La fin du monde est pour demain.
Vous n'avez pu lire je journal La Presse d'hier? L'éditorialiste Mario Roy s'éloigne souvent de l'actualité locale avec bonheur. L'information-opinion qu'il écrit s'appuie sur une vaste culture contemporaine. Facilement perceptible aussi l'observation qu'il fait du comportement de l'homme. Il n'est pas tendre avec son sujet d'analyse mais il l'aime.
Mario Roy La Presse 09/029/2008
Demain, un scientifique va mettre en route pour la première fois le Grand collisionneur d'hadrons (LHC) de Genève. Cet accélérateur de particules construit au coût de 9 milliards$CAN et dont la piste fait 27 kilomètres à 100 mètres sous terre, est destiné à recréer les conditions qui ont prévalu quelques infimes fractions de seconde après le Big Bang.
En une fraction de seconde également, selon certains, il pourrait accessoirement détruire l'univers!
Excusez du peu. Mais le fait est que plusieurs scientifiques américains et européens ont, pour cette raison, tenté au cours des derniers mois de faire interdire l'expérience. Le plus bruyant est le théoricien allemand du chaos (qui a déjà enseigné au Canada), Otto Rössler.
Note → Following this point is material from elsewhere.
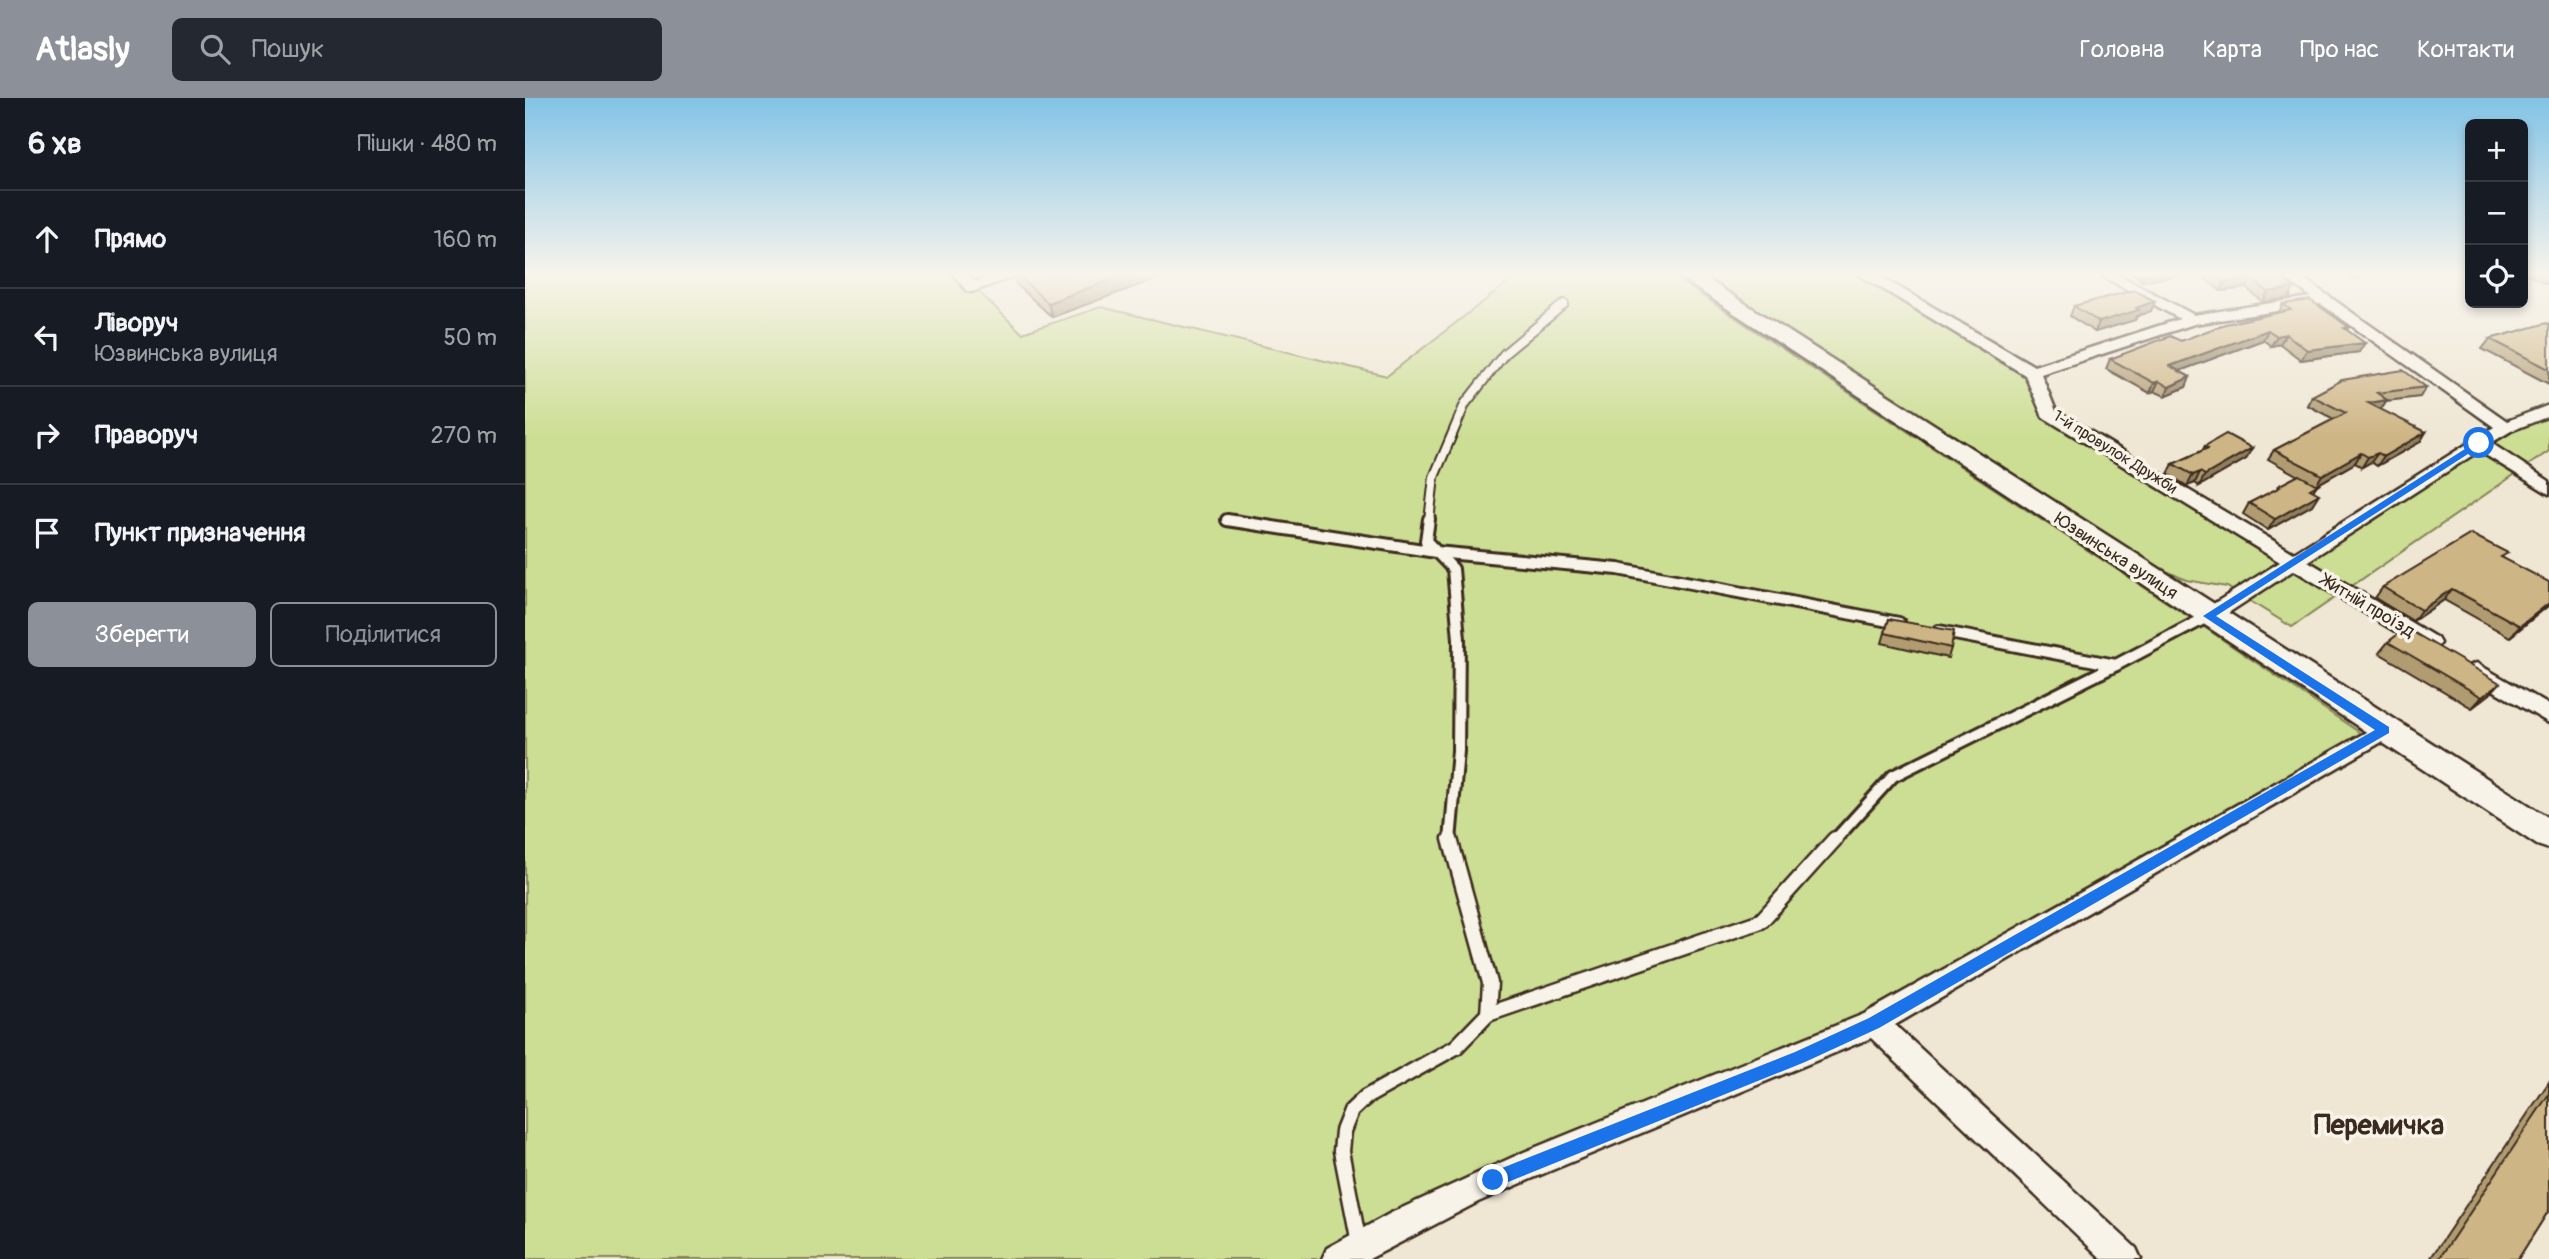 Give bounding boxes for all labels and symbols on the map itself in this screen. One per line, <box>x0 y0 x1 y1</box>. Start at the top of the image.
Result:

Selon lui, les collisions à haute énergie de protons provoquées par l'accélérateur pourraient créer des mini-trous noirs dont on ne sait s'ils vont instantanément se dissoudre (comme le prévoit le physicien Stephen Hawking) ou prospérer L'Organisation européenne pour la recherche nucléaire, qui a financé et construit la machine, a produit un rapport de sécurité se moquant littéralement de cette thèse. Mais l'entourage de Rössler a pris la chose suffisamment au sérieux pour porter l'affaire devant la Cour européenne des droits de l'homme.
Il y a 10 jours, le tribunal de Strasbourg a rejeté la requête des sauveurs d'univers, en une sorte de jugement dernier.
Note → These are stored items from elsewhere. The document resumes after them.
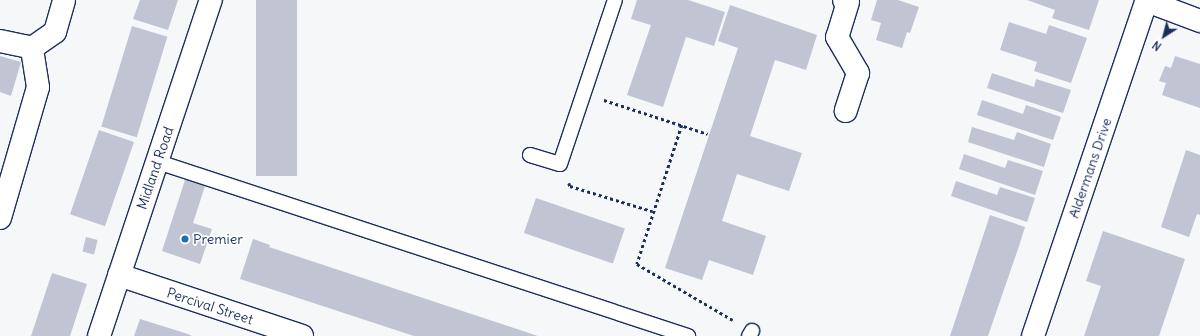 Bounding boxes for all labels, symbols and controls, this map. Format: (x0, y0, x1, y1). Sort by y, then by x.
north arrow (1144, 16, 1184, 56)
text: N (1150, 38, 1164, 54)
street label: Aldermans Drive (1065, 116, 1115, 220)
street label: Midland Road (133, 124, 177, 212)
place label: Premier (193, 231, 243, 247)
marker: Premier (180, 234, 190, 244)
street label: Percival Street (165, 284, 255, 328) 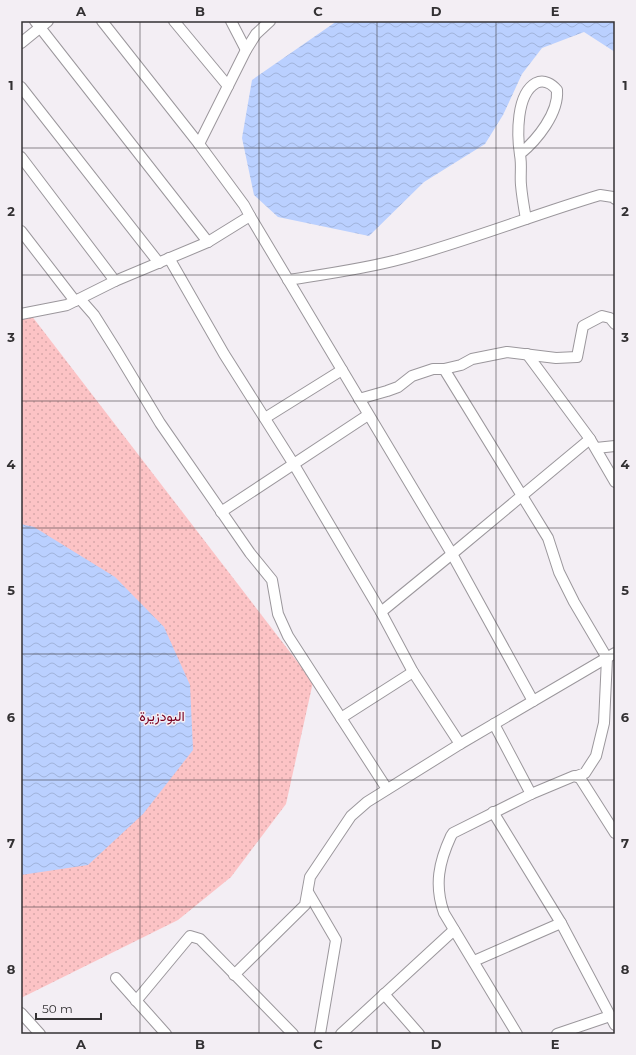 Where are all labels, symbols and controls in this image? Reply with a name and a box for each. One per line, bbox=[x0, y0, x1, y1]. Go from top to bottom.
text: A bbox=[75, 3, 87, 19]
text: B bbox=[195, 3, 205, 19]
text: C bbox=[313, 3, 323, 19]
text: D bbox=[431, 3, 442, 19]
text: E bbox=[551, 3, 560, 19]
text: 1 bbox=[8, 77, 14, 93]
text: 1 bbox=[622, 77, 628, 93]
text: 2 bbox=[7, 203, 15, 219]
text: 2 bbox=[621, 203, 629, 219]
text: 3 bbox=[6, 329, 15, 345]
text: 3 bbox=[620, 329, 629, 345]
text: 4 bbox=[7, 456, 16, 472]
text: 4 bbox=[621, 456, 630, 472]
text: 5 bbox=[7, 582, 15, 598]
text: 5 bbox=[621, 582, 629, 598]
park label: البودزيرة bbox=[139, 707, 185, 725]
text: 6 bbox=[7, 709, 16, 725]
text: 6 bbox=[621, 709, 630, 725]
text: 7 bbox=[7, 835, 15, 851]
text: 7 bbox=[621, 835, 629, 851]
text: 8 bbox=[7, 961, 16, 977]
text: 8 bbox=[621, 961, 630, 977]
scale bar bbox=[36, 995, 101, 1021]
text: 50 m bbox=[42, 1001, 73, 1016]
text: A bbox=[75, 1036, 87, 1052]
text: B bbox=[195, 1036, 205, 1052]
text: C bbox=[313, 1036, 323, 1052]
text: D bbox=[431, 1036, 442, 1052]
text: E bbox=[551, 1036, 560, 1052]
Ce n'est pas d'hier que la science et la technologie font peur: certains hommes des cavernes ont dû être terrorisés par la première roue!
Mais c'est pire aujourd'hui.
D'abord, la science explore dorénavant des territoires - génétique, physique des particules, intelligence artificielle et nanotechnologie, notamment - dont la complexité et le caractère abstrait confondent le commun des mortels. Cela ouvre évidemment la porte à n'importe quelle frayeur insensée.
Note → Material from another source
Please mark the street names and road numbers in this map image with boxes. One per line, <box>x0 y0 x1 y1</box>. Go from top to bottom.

Ensuite, ces havres de sécurité que sont les sociétés développées sont devenus totalement allergiques aux risques, si minimes soient-ils. Dans le cas du LHC de Genève, les théoriciens vous diront que, d'un strict point de vue scientifique, la probabilité qu'il en sorte des soucoupes volantes ou des dragons mangeurs d'hommes n'est pas tout à fait égale à zéro! Alors, pourquoi courir ce risque?
Enfin, après avoir largement évacué la déraison religieuse, nos sociétés ont foncé tête baissée dans d'autres formes d'irrationnel auxquelles Hollywood et l'Internet, surtout, servent d'amplificateur. Le film Angels And Demons (inspiré par Dan Brown, auteur du Da Vinci Code), dont la sortie est prévue pour mai 2009, utilise le Grand collisionneur pour générer une catastrophe. Et nul besoin de dresser ici un catalogue des folies furieuses qu'on trouve sur le web.
Malgré cela, il reste encore des gens, des entreprises et des États pour se consacrer - et consacrer des ressources - à la recherche scientifique fondamentale. Cela tendrait à indiquer que la curiosité de la bête humaine demeure d'une telle puissance qu'elle transcende encore ses peurs.